What do you see this research leading to?
I’m developing a tool that researchers can use to look at delirium-related outcomes of various post-acute populations: post surgical, post ICU, post geriatric admission patients, and also patients transitioning from nursing centers to home. There are numerous research questions that can be explored if you have a tool to assess people in their home. I’m interested in chipping away at the question of whether discharging delirious people to their homes is the right thing to do or not. There’s clinical equipoise on that. I don’t know, personally, and sometimes I struggle with that question. Having some data to drive clinicians on that question, I think, would be immensely helpful for multiple specialties.

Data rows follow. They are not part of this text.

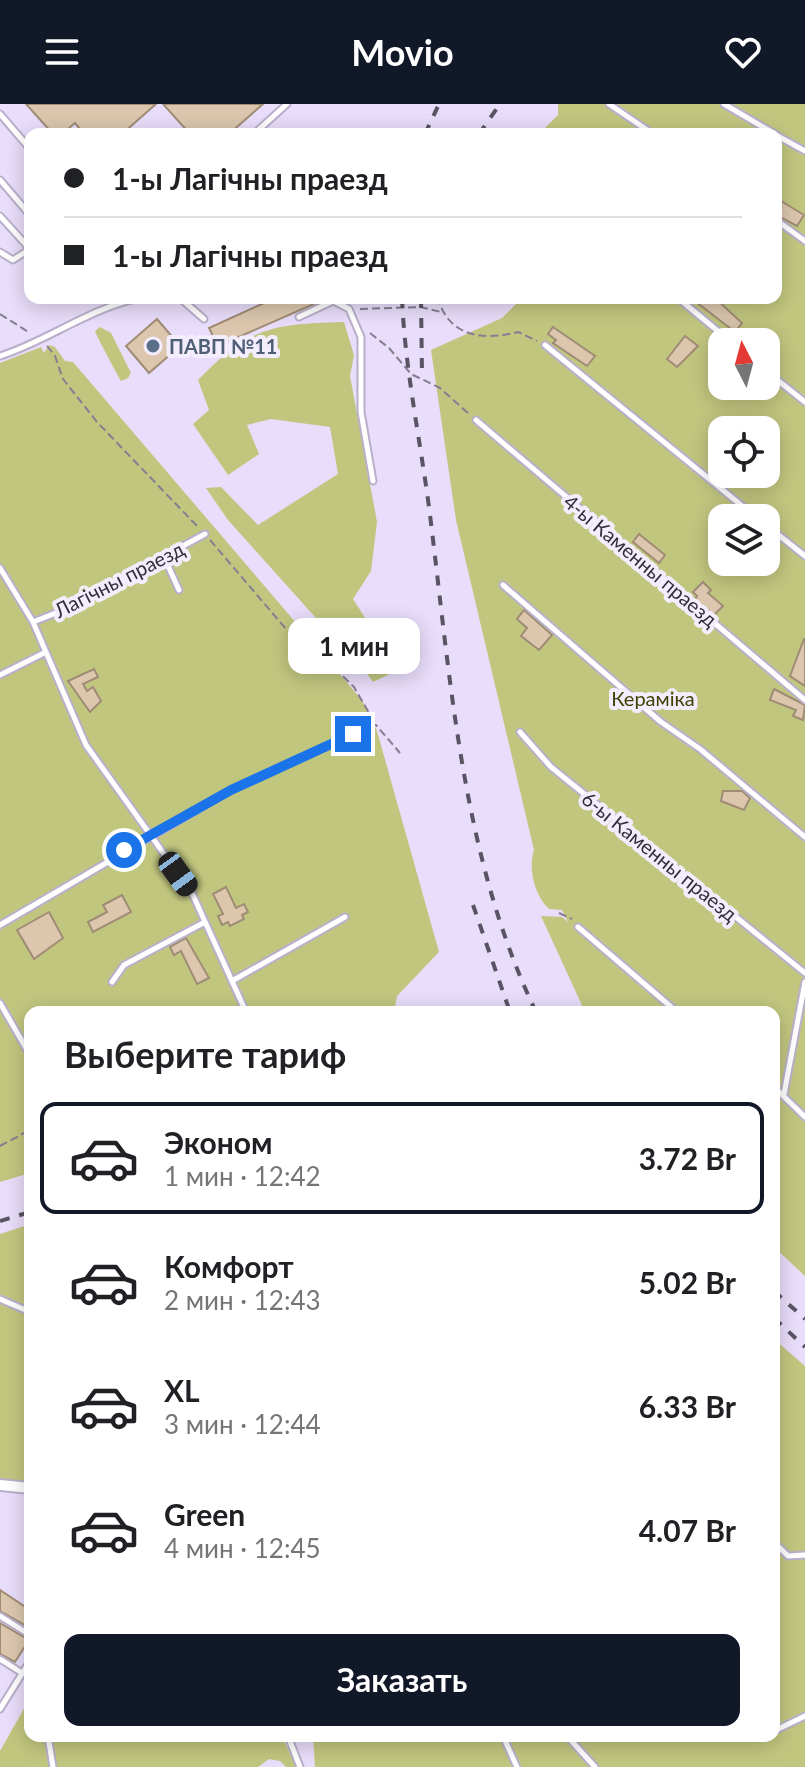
<!DOCTYPE html>
<html lang="ru">
<head>
<meta charset="utf-8">
<style>
  body { margin:0; font-family:Lato,sans-serif; background:#f6f6f6; color:#202124; height:100vh; display:flex; flex-direction:column; font-size:30px; white-space:nowrap }
  * { box-sizing:border-box; margin:0 }
  p { font-size:26px; color:#757577 }
  .icon { flex:none; width:44px; height:44px; fill:none; stroke:currentColor; stroke-width:2; stroke-linecap:round; stroke-linejoin:round }
  .map { position:relative; flex:1; overflow:hidden }
  .drawer { position:absolute; left:24px; top:902px; width:756px; height:736px; display:flex; flex-direction:column; background:#fff; border-radius:16px; box-shadow:0 4px 20px #0003 }
  .drawer>* { flex:none }
  .guide { position:absolute; left:24px; top:24px; width:758px; height:176px; border-radius:16px; box-shadow:0 4px 20px #0003; display:grid; align-content:center; height:176px; padding:0 40px; background:#fff }
  .needle { width:52px; rotate:354deg }
  .tools { position:absolute; left:708px; top:224px; display:grid; gap:16px }
  .tools a { display:grid; place-items:center; width:72px; height:72px; border-radius:16px; background:#fff; box-shadow:0 4px 20px #0003; font-size:40px }
  .end { position:absolute; width:36px; height:36px; margin:-18px; border:10px solid #1a73e8; background:#fff; box-shadow:0 0 0 4px #fff }
  .from { border-radius:50% }
  .bubble { position:absolute; height:56px; border-radius:16px; background:#fff; box-shadow:0 4px 20px #0003; font-size:26px; font-weight:700; line-height:56px; text-align:center }
  .car { position:absolute; width:24px; height:48px; margin:-24px -12px; border-radius:10px; box-shadow:0 0 6px 2px #0007; background:linear-gradient(#222 24%,#8ab4d8 0 40%,#222 0 76%,#8ab4d8 0 86%,#222 0) }
  .guide b { display:flex; align-items:center; gap:28px; height:76px; font-size:30px }
  .guide b+b { border-top:2px solid #e0e0e0 }
  .guide i { width:20px; height:20px; background:#202124 }
  ul { padding:0; list-style:none }
  li { display:flex; align-items:center; gap:24px; height:112px; margin:0 16px 12px; padding:0 24px; border:4px solid transparent; border-radius:16px }
  li div { flex:1 }
  li b { display:block; font-size:30px }
  li em { font-style:normal; font-weight:700 }
  li.selected { border-color:#111827 }
  li>.icon { width:72px; height:72px; stroke-width:1.5 }
  h2 { padding:0 40px; font-size:36px; line-height:96px }
  .action { display:flex; gap:16px; margin-top:auto; padding:16px 40px }
  .action a { flex:1; height:92px; border-radius:16px; background:#111827; color:#fff; font-size:32px; font-weight:700; line-height:92px; text-align:center }
  header { display:flex; justify-content:space-between; align-items:center; height:104px; padding:0 40px; background:#111827; color:#fff; font-size:36px; font-weight:700 }
  .map>svg:first-child { display:block }
  .green { fill:#c1c67f; fill-rule:evenodd }
  .building { fill:#dcc7ae; stroke:#a08c75; stroke-width:2 }
  .lines { fill:none; stroke-linecap:round; stroke-linejoin:round }
  .service-casing { stroke:#b9afca; stroke-width:9 }
  .minor-casing { stroke:#b9afca; stroke-width:14 }
  .path { stroke:#857e91; stroke-width:2; stroke-dasharray:8 4; stroke-linecap:butt }
  .service { stroke:#fff; stroke-width:5 }
  .minor { stroke:#fff; stroke-width:10 }
  .rail { stroke:#595463; stroke-width:4; stroke-dasharray:10 10; stroke-linecap:butt }
  .route { stroke:#1a73e8; stroke-width:10 }
  .service-dot { fill:#5c6f8a; stroke:#f3edfe; stroke-width:3 }
  .labels { text-anchor:middle; dominant-baseline:central; stroke-width:8; stroke-linejoin:round; paint-order:stroke }
  .service-label { font-size:20px; font-weight:bold; fill:#4e5e75; stroke:#f3edfe; text-anchor:start }
  .street-label { font-size:20px; fill:#332f3a; stroke:#f3edfe }
  .park-label { font-size:20px; fill:#404204; stroke:#f3edfe }
</style>
</head>
<body>
<header><svg class="icon" aria-label="menu" viewBox="0 0 24 24"><path d="M4 6h16M4 12h16M4 18h16"/></svg>Movio<svg class="icon" aria-label="heart" viewBox="0 0 24 24"><path d="M12 20l-8-8c-3-5 5-10 8-4 3-6 11-1 8 4z"/></svg></header>
<div class="map">
<svg width="805" height="1663" viewBox="0 0 805 1663">
  <rect width="100%" height="100%" fill="#e8ddfa"/>
  <path class="green" d="M558,0H805V1172L774,1143V908H599L596,903L597,908H585L541,812L562,813L568,818L562,806L549,805C534,791 528,764 534,746L456,416L431,246L502,214L522,194H776V30H579L573,25L558,30H539L558,11ZM722,238H766V282H722ZM722,326H766V370H722ZM722,414H766V458H722Z
    M344,218L354,251L350,272L377,418L371,467L353,495L391,554L392,569L373,578L332,522L325,524L228,416L206,384L221,383L258,421L338,370L330,323L271,315L247,321L259,350L228,371L193,320L209,306L198,276C249,223 272,220 344,218Z
    M100,223L111,229L131,269L128,274L121,277C119,274 97,233 95,227Z
    M49,241L55,243L65,257L73,258L362,596L377,627L439,848L397,892L395,903L374,908H30V1069L0,1078V259L41,243L44,249Z
    M30,1120V1378L0,1375V1130Z
    M774,1235L805,1262V1663H315L313,1632H774Z
    M30,1594V1632H286L284,1637L297,1663H286L280,1657L269,1655L258,1663H0V1647Z"/>
  <path class="building" d="M26,0H156L122,30H84L75,19L62,30H53Z
    M163,0H263L229,30H190Z
    M776,94L804,111L797,122L776,111Z
    M275,194L323,196L218,242L209,224Z
    M691,194H715L742,219L735,228Z
    M157,215L180,242L149,269L126,242Z
    M553,223L595,252L587,262L553,239L556,236L548,230Z
    M685,232L698,242L677,263L667,255Z
    M639,430L665,451L659,459L633,438Z
    M703,478L711,486L708,489L723,502L714,511L695,496L697,492L693,488Z
    M524,506L552,531L539,546L521,532L527,524L517,515Z
    M804,535H805V582L790,572Z
    M94,565L98,573L83,580L87,587L93,583L101,597L90,608L68,577Z
    M774,585L805,601L803,616L793,612L796,606L770,596Z
    M723,687H742L750,694L744,706L721,697Z
    M226,783L236,804L244,800L248,808L242,811L244,815L230,822L228,818L222,821L218,812L223,810L213,790Z
    M122,791L131,808L93,828L88,818L107,808L103,801Z
    M49,808L63,834L34,855L17,826Z
    M186,834L209,874L197,880L181,847L174,851L170,843Z
    M0,1486L30,1506V1524L0,1507Z
    M0,1519L29,1536L15,1558L0,1550Z"/>
  <g class="lines">
    <g class="service-casing">
      <path id="service" d="M609,0L653,30
        M724,0L775,30
        M0,10L30,45
        M254,30L287,0
        M776,31L805,47
        M0,76L30,111
        M0,112L30,145
        M776,116L805,137
        M0,148L13,156L30,145
        M180,194L204,215
        M328,194L349,205L361,233V308L373,377
        M678,194L731,238
        M299,213L331,198
        M545,241L757,414
        M0,252C48,237 89,204 140,194
        M766,267L805,298
        M476,316L805,596
        M766,421L805,452
        M164,453L179,486
        M0,464L33,518L86,641L192,789L246,908
        M503,481L661,618L700,645L805,733
        M33,518L66,505L205,430
        M0,571L44,549
        M520,628L551,663L805,869
        M0,821L231,686L353,630
        M578,823L677,908
        M232,877L345,813
        M112,878L124,861L205,818
        M0,899L30,951
        M774,983L805,1013
        M784,990L805,878
        M0,1195L30,1208
        M774,1438L788,1452L805,1451
        M0,1512L30,1531
        M0,1555L22,1569
        M0,1605L30,1557
        M774,1627L805,1612
        M48,1632L53,1663
        M288,1632L300,1663
        M503,1632L517,1663
        M567,1632L595,1663
        M737,1632H755"/>
    </g>
    <g class="minor-casing">
      <path id="minor" d="M0,1381L30,1384"/>
    </g>
    <path class="path" d="M443,194L439,198C452,235 487,236 518,228L537,237
      M360,205L420,203L441,208
      M0,210L30,229
      M370,229L389,244L411,270L440,284L469,310
      M47,242L55,252L63,275L97,318L198,423
      M210,436L298,539L321,551L354,583L376,621
      M359,627L376,621L400,649
      M559,809L572,815
      M0,1042L30,1026"/>
    <use href="#service" class="service"/>
    <use href="#minor" class="minor"/>
    <path class="rail" d="M425,30L439,0
      M479,30L500,0
      M402,194C405,267 421,339 430,411C451,579 462,754 536,908
      M421,194L422,271
      M473,801L510,908
      M0,1117L30,1108
      M774,1187L805,1215
      M774,1214L805,1243"/>
  </g>
  <g class="lines">
    <path class="route" d="M124,746L231,686L353,630"/>
  </g>
  <circle class="service-dot" cx="153" cy="242" r="8"/>
  <g class="labels">
    <g class="service-label">
      <text x="169" y="242">ПАВП №11</text>
    </g>
    <g class="street-label">
      <text transform="translate(641 456) rotate(40)">4-ы Каменны праезд</text>
      <text transform="translate(119 475) rotate(-27)">Лагічны праезд</text>
      <text transform="translate(660 752) rotate(39)">6-ы Каменны праезд</text>
    </g>
    <g class="park-label">
      <text x="653" y="594">Кераміка</text>
    </g>
  </g>
</svg>
<div class="tools">
<a><svg class="needle" viewBox="-14 -14 28 28"><path d="M0-13l5 13h-10z" fill="#e53935"/><path d="M0 13l5-13h-10z" fill="#757577"/></svg></a>
<a><svg class="icon" aria-label="locate" viewBox="0 0 24 24"><circle cx="12" cy="12" r="6"/><path d="M12 2v4M12 18v4M2 12h4M18 12h4"/></svg></a>
<a><svg class="icon" aria-label="layers" viewBox="0 0 24 24"><path d="M12 4l9 5-9 5-9-5zM3 14l9 5 9-5"/></svg></a>
</div>
<i class="end from" style="left:124px;top:746px"></i>
<i class="end" style="left:353px;top:630px"></i>
<div class="bubble" style="left:288px;top:514px;width:132px">1 мин</div>
<i class="car" style="left:178px;top:770px;rotate:144deg"></i>
<div class="guide">
<b><i class="from"></i>1-ы Лагічны праезд</b>
<b><i></i>1-ы Лагічны праезд</b>
</div>
<section class="drawer">
<h2>Выберите тариф</h2>
<ul>
<li class="selected"><svg class="icon" aria-label="car" viewBox="0 0 24 24"><path d="M5 17H2v-5l4-1 3-4h7l3 4 3 1v5h-3M9 17h6M6 11h13"/><circle cx="7" cy="17" r="2"/><circle cx="17" cy="17" r="2"/></svg><div><b>Эконом</b><p>1 мин · 12:42</p></div><em>3.72 Br</em></li>
<li><svg class="icon" aria-label="car" viewBox="0 0 24 24"><path d="M5 17H2v-5l4-1 3-4h7l3 4 3 1v5h-3M9 17h6M6 11h13"/><circle cx="7" cy="17" r="2"/><circle cx="17" cy="17" r="2"/></svg><div><b>Комфорт</b><p>2 мин · 12:43</p></div><em>5.02 Br</em></li>
<li><svg class="icon" aria-label="car" viewBox="0 0 24 24"><path d="M5 17H2v-5l4-1 3-4h7l3 4 3 1v5h-3M9 17h6M6 11h13"/><circle cx="7" cy="17" r="2"/><circle cx="17" cy="17" r="2"/></svg><div><b>XL</b><p>3 мин · 12:44</p></div><em>6.33 Br</em></li>
<li><svg class="icon" aria-label="car" viewBox="0 0 24 24"><path d="M5 17H2v-5l4-1 3-4h7l3 4 3 1v5h-3M9 17h6M6 11h13"/><circle cx="7" cy="17" r="2"/><circle cx="17" cy="17" r="2"/></svg><div><b>Green</b><p>4 мин · 12:45</p></div><em>4.07 Br</em></li>
</ul>
<div class="action"><a>Заказать</a></div>
</section>
</div>
</body>
</html>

Pilot Study 2: A pharmacogenomic study to minimize delirium during mechanical ventilation
When patients are mechanically ventilated, we frequently give them some sort of opiate or sedative to try to maintain comfort on the ventilator. Granted, we do try to minimize sedatives to help them get off the ventilator sooner, but some patients do require some degree of sedation. Two drugs we use frequently are morphine and fentanyl. Two problems with these drugs are their ability to induce delirium and the variability in dose and response that we frequently see among patients. You give, say, an arbitrary dose of 2 milligrams of morphine to Patient A and they might be comatose for some period of time. The same dose given to Patient B might have no effect. But you give that dose to Patient C and achieve the state that you’re looking for, which is they’re calm, alert, and interactive, and in no discomfort. And so why is there that variability?
Certainly, weight plays a role in volume and distribution, but what we’ve learned over the past few years in the genetics world is there’s genetic variability in the processing of opiates, both in how the drug is broken down and how the drug is utilized. Our thought is that genetic variability accounts for some amount of dose response variability. The ultimate goal is to be able to do genetic testing on every patient who comes into the ICU. This might consist of a cheek swab that we’d process in our lab that produces a readout of an identified set of genes that are most important for the metabolism of this drug. We could use this to build a profile that identifies whether a patient is likely to be a high metabolizer or a low metabolizer of a certain drug, which allows for more appropriate dosage or potentially an alternate drug. So, it would be precision therapy, based off your genetics.
How do you see researchers using this work?
First, ideally, we can create a guide for personalized patient sedation profiles.
Secondarily, the two drugs I am working with represent just tip of the iceberg. I chose two drugs we commonly use, but many people still get antipsychotics and benzodiazepines in the ICU. And there’s a lot of interest in the new sedating medication Precedex, as well. The interplay of genetics with the effects of those medications is unexplored, so that will be something to look at in future research.
Ultimately, 30 years from now, wouldn’t it be great if, for any drug that you put a patient on in an acute setting, you could rapidly genotype them and know where to start with your dosing? I don’t think that’s a pipe dream.